From mboxrd@z Thu Jan  1 00:00:00 1970
From: Nix <nix@esperi.org.uk>
Subject: Re: Fault tolerance with badblocks
Date: Tue, 09 May 2017 10:58:34 +0100
Message-ID: <87efvy73n9.fsf@esperi.org.uk>
References: <03294ec0-2df0-8c1c-dd98-2e9e5efb6f4f@hale.ee>
        <590B3039.3060000@youngman.org.uk>
        <84184eb3-52c4-e7ad-cd5b-5021b5cf47ee@hale.ee>
        <d2b25ec0-c401-07df-2231-a37117878589@youngman.org.uk>
        <bd917050-cf73-6922-bb20-c5ccf02ba51c@hale.ee>
        <590DC905.60207@youngman.org.uk> <87h90v8kt3.fsf@esperi.org.uk>
        <591171BD.3060707@hesbynett.no>
Mime-Version: 1.0
Content-Type: text/plain
Return-path: <linux-raid-owner@vger.kernel.org>
In-Reply-To: <591171BD.3060707@hesbynett.no> (David Brown's message of "Tue,
        09 May 2017 09:37:33 +0200")
Sender: linux-raid-owner@vger.kernel.org
To: David Brown <david.brown@hesbynett.no>
Cc: Wols Lists <antlists@youngman.org.uk>, "Ravi (Tom) Hale" <ravi@hale.ee>, linux-raid@vger.kernel.org
List-Id: linux-raid.ids

On 9 May 2017, David Brown spake thusly:

> On 08/05/17 16:50, Nix wrote:
>
>> I wonder... scrubbing is not very useful with md, particularly with RAID
>> 6, because it does no writes unless something mismatches, and on failure
>> there is no attempt to determine which of the N disks is bad and rewrite
>> its contents from the other devices (nor, as I understand it, does it
>> clearly say which drive gave the error, so even failing it out and
>> resyncing it is hard).
>
> Please read Neil Brown's article on this: "Smart or simple RAID
> recovery?" <http://neil.brown.name/blog/20100211050355>

I have. THe simple recovery is too simple. So you have a 40TiB RAID-6
array, say, and mismatch_cnt is consistently >0, but a low value, on
scrub. What can you do? The drive is probably not faulty or you'd have
many more mismatches from persistent misdirected reads or writes. md
doesn't repair the corruption, even though on RAID-6 it could. It
doesn't tell you which disk disagreed so you can fail it out. It doesn't
even tell you where the disagreement was so you can try to rebuild it by
hand. What on earth are you supposed to do in this case? Wipe the entire
array and restore from backup? For a *single* sector?

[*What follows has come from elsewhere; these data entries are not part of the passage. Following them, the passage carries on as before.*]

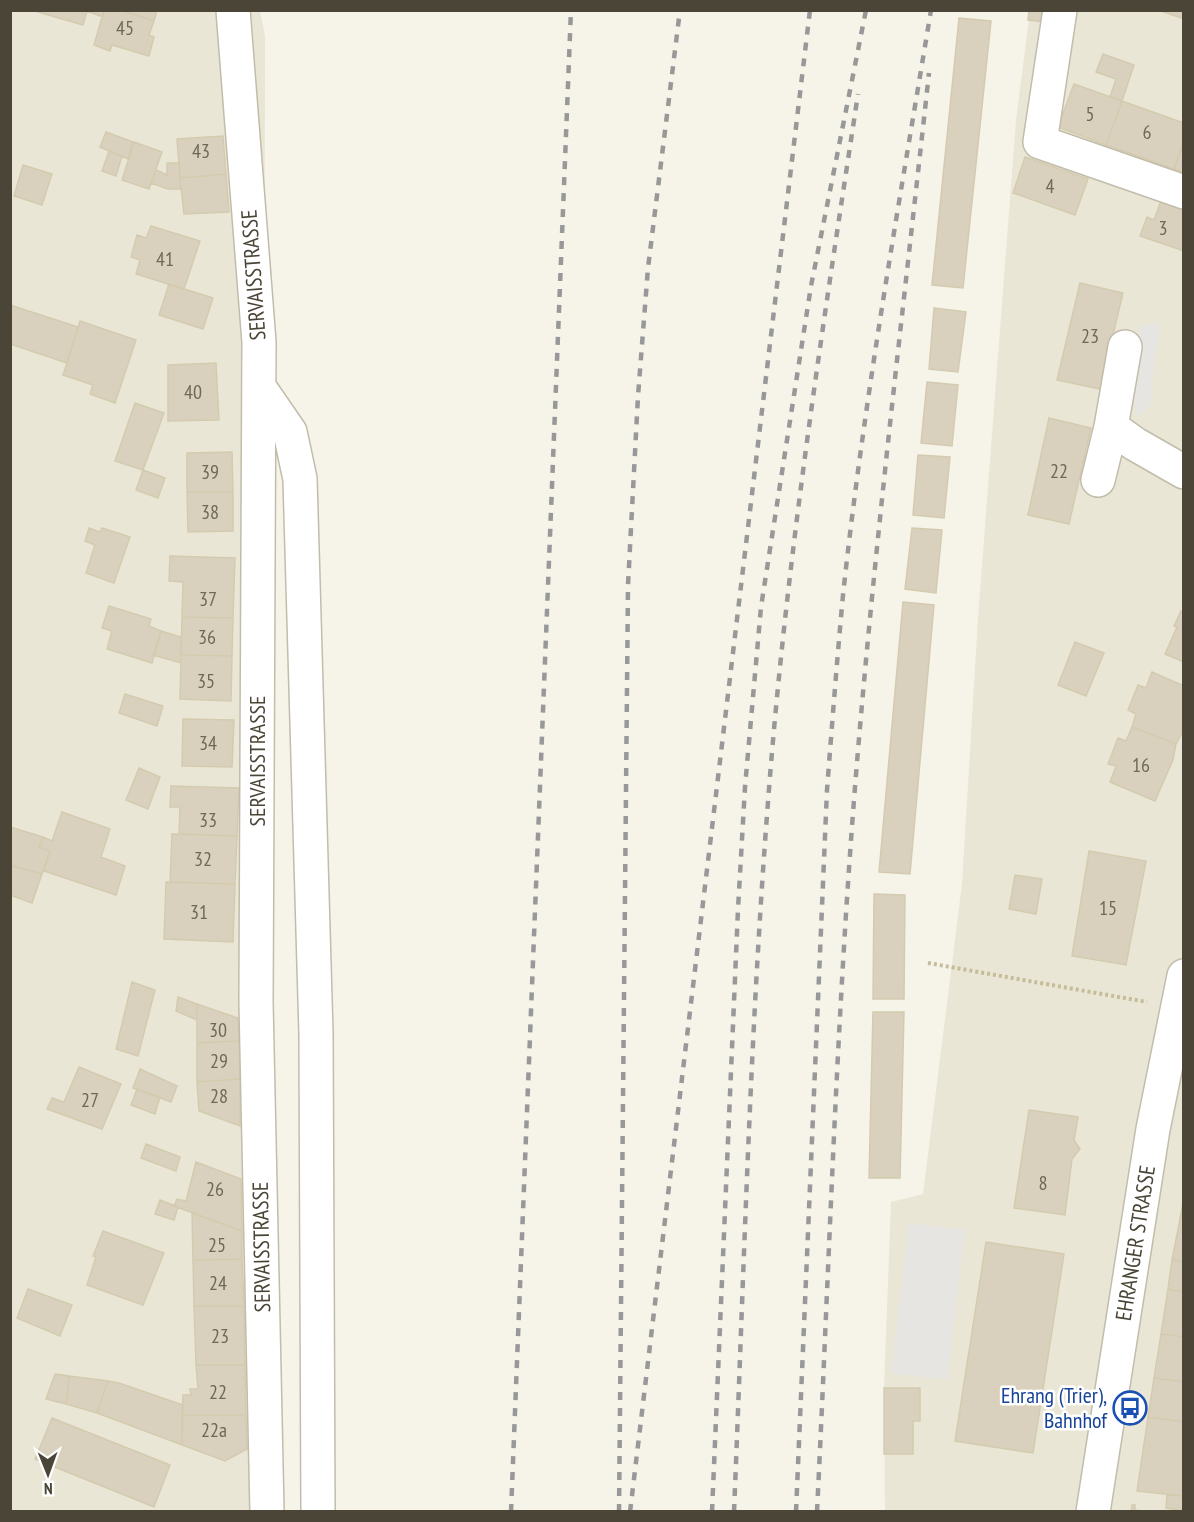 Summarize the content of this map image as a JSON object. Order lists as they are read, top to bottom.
{
  "streets": {
    "street": ["SERVAISSTRASSE", "EHRANGER STRASSE"]
  },
  "places": {
    "bus stop": ["Ehrang (Trier), Bahnhof"]
  },
  "house_numbers": [
    "45",
    "5",
    "6",
    "43",
    "4",
    "3",
    "41",
    "23",
    "40",
    "22",
    "39",
    "38",
    "37",
    "36",
    "35",
    "34",
    "16",
    "33",
    "32",
    "15",
    "31",
    "30",
    "29",
    "28",
    "27",
    "8",
    "26",
    "25",
    "24",
    "23",
    "22",
    "22a"
  ],
  "north": "bottom"
}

Right now I'm doing scrubs and ignoring the mismatch_cnt, because all it
can do is increase my worry level to no gain at all. I could just as
well do a dd over /dev/md*. It would have the same effect (only without
md's progress feedback and bandwidth throttling. You get progress
feedback, but you don't get told where errors are found?!)

> When the disk is asked to read a block, it pulls up the data and the ECC
> bits, and uses this to check and re-construct the 4K of data, and a
> measure of how many errors were corrected.  On modern high-capacity
> drives, it is normal that some errors are corrected on a read.  But if
> more than a certain level occur, then the firmware will trigger a
> re-write automatically to the same sector.  This will then be re-read.
> If the error rate is low, fine.  If it is high, then the sector will be
> remapped by the disk.
>
> So simply /reading/ the data, as far as the processor is concerned, will
> cause re-writes as and when needed.

Last time I asked a disk manufacturer about this, they said oh no we
never correct on read, we can't: if we needed to correct on read, the
data would already be unreadable: you have to trigger a write to get
sparing. Nice to see the drive firmware has improved in the last few
years... but one wonders how many disks actually *do* this. It's hard to
tell because sector sparing is so quiet: it's not always even reflected
in the SMART data, AIUI.